Scrotal Inflation Kit

See: Little Green Turd Balls for more breasts and scrotal inflation

Bubblehead

Doolz, dood, that's some crazy phreaker stylin' ya spinnin', yo. Makes me want to catch some X-Games on the tube, and watch the thrashers catch some sick air on the half-pipe while they be representin', dreaming of the mad bling they'll haul in if they razzle-dazzle the gronks. Outasite, my main man!

Mumblix Grumph

This is what we get for spurning the Kyoto Accord.

G-d I love the sound of that! Kyoto Accord, it sounds like a sexy spy thriller...but instead of the typical horny male spy, it should feature a sexy lesbian spy!

Angelina Jolie is Agent Hillary Van Dyke in The Kyoto Accord!

Rosie O'Donell can play the wacky sidekick...always tossing out clever subtle double entendre's like "Hillary, I wanna munch on a box and lick some carpet!" And then Jolie responds with a rapier-sharp, "Huh?"

Ah, yes...Hepburn and Tracy-esque reparte'!

And with the money Jolie and O'donell make, they can each buy a new kid! Everybody wins!

I have to start writing the screenplay...this thing will practically write itself.

adam & stever

"Kyoto Accord" sounds more like a over-rated imported econo-box driven by such luminary libs as Vince Foster and Bill Maher.

Hankmeister

This is the fiftieth instance of global warming in my lifetime. IT'S BU$HAITAN'S FAULT!

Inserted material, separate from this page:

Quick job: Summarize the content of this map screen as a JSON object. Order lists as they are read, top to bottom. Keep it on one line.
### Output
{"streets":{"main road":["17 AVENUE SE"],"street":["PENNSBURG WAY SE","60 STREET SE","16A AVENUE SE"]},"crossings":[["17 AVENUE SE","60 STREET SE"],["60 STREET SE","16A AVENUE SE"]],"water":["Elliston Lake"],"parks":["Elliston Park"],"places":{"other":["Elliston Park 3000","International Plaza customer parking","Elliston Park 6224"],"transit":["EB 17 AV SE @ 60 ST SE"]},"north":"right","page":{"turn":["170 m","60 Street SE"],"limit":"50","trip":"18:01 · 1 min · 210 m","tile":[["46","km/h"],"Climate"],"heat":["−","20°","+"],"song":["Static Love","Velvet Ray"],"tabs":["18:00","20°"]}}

At least Clinton confined the global warming under his watch to the Branch Davidians at Waco.

Hankmeister

Speaking of John Bolton *spit*, I heard an objective ABC progressyve newspersyn bravely intone in that objective newspersyn voice, "President Bush appointed John Bolton using his SO-CALLED recess appointment power..."

Now if that isn't objective news reporting, I don't know what is!

nerdwallet

Hey Larry,
When did you live in Vegas? I used to live in Jean in the 80's.
we had to move when Reagan won his second term, I started getting heat strokes and our grass withered away.

Cricket

Boobs not Bombs? Sherry Glaser scared me, as did Winken, Blinken and Nod.

I have a silk suicide bustier. Looks like Sherry could use the -ahem- support.

You know, this will just irritate the al bundy brigade. They can't put it up on their website because it is porn, and they can't use it or acknowledge the support of the people on the left, lest they be percieved as being as loopy as they are.

Friend of USA

Hank, Bush has used the so-called recess thing 106 times and Clinton 140 times.

I think Bush might have recess envy!

Friend of USA

Yeah, I guess if we threw those women with bare breast instead of bombs at terrorists, we would have peace before dinner time.

al-Bundy Martyr Brigades

Fatima Cricket,

I see your husband lets his wives out unescorted. The Brigades will be dropping by to "discuss" this with him.

As to your comment, the Brigades were born irritated, so nothing irritates us further.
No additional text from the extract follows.